What needs to be done ▸
Without omitting anything, copy every entry word for word.

Saved data entries ▸
........

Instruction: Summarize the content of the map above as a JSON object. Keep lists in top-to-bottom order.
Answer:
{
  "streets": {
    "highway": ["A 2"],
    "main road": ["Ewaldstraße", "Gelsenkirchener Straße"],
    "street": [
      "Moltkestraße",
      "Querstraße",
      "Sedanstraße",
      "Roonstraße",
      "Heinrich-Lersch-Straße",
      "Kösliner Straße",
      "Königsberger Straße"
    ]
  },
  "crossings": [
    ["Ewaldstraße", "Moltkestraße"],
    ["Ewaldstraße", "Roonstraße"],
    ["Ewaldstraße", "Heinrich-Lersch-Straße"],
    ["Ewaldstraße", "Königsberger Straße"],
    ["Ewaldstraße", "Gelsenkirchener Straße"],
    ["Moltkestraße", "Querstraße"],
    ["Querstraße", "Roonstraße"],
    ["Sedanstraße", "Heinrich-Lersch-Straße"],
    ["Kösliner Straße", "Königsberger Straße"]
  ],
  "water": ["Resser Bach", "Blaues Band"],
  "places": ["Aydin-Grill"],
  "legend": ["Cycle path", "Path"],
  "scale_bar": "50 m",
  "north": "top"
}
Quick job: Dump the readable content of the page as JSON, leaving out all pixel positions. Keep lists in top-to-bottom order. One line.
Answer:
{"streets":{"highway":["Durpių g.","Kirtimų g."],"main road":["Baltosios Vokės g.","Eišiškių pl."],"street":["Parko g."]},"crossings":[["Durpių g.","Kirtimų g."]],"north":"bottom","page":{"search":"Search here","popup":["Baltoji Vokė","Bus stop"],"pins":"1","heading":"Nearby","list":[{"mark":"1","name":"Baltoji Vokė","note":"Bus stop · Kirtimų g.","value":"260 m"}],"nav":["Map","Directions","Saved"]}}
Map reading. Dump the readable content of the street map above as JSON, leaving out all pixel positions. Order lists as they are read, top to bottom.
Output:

........

Completed task ▸
Instruction: Summarize the content of the map above as a JSON object. Keep lists in top-to-bottom order.
Answer:
{
  "streets": {
    "highway": ["A 2"],
    "main road": ["Ewaldstraße", "Gelsenkirchener Straße"],
    "street": [
      "Moltkestraße",
      "Querstraße",
      "Sedanstraße",
      "Roonstraße",
      "Heinrich-Lersch-Straße",
      "Kösliner Straße",
      "Königsberger Straße"
    ]
  },
  "crossings": [
    ["Ewaldstraße", "Moltkestraße"],
    ["Ewaldstraße", "Roonstraße"],
    ["Ewaldstraße", "Heinrich-Lersch-Straße"],
    ["Ewaldstraße", "Königsberger Straße"],
    ["Ewaldstraße", "Gelsenkirchener Straße"],
    ["Moltkestraße", "Querstraße"],
    ["Querstraße", "Roonstraße"],
    ["Sedanstraße", "Heinrich-Lersch-Straße"],
    ["Kösliner Straße", "Königsberger Straße"]
  ],
  "water": ["Resser Bach", "Blaues Band"],
  "places": ["Aydin-Grill"],
  "legend": ["Cycle path", "Path"],
  "scale_bar": "50 m",
  "north": "top"
}
Quick job: Dump the readable content of the page as JSON, leaving out all pixel positions. Keep lists in top-to-bottom order. One line.
Answer:
{"streets":{"highway":["Durpių g.","Kirtimų g."],"main road":["Baltosios Vokės g.","Eišiškių pl."],"street":["Parko g."]},"crossings":[["Durpių g.","Kirtimų g."]],"north":"bottom","page":{"search":"Search here","popup":["Baltoji Vokė","Bus stop"],"pins":"1","heading":"Nearby","list":[{"mark":"1","name":"Baltoji Vokė","note":"Bus stop · Kirtimų g.","value":"260 m"}],"nav":["Map","Directions","Saved"]}}
Map reading. Dump the readable content of the street map above as JSON, leaving out all pixel positions. Order lists as they are read, top to bottom.
Output:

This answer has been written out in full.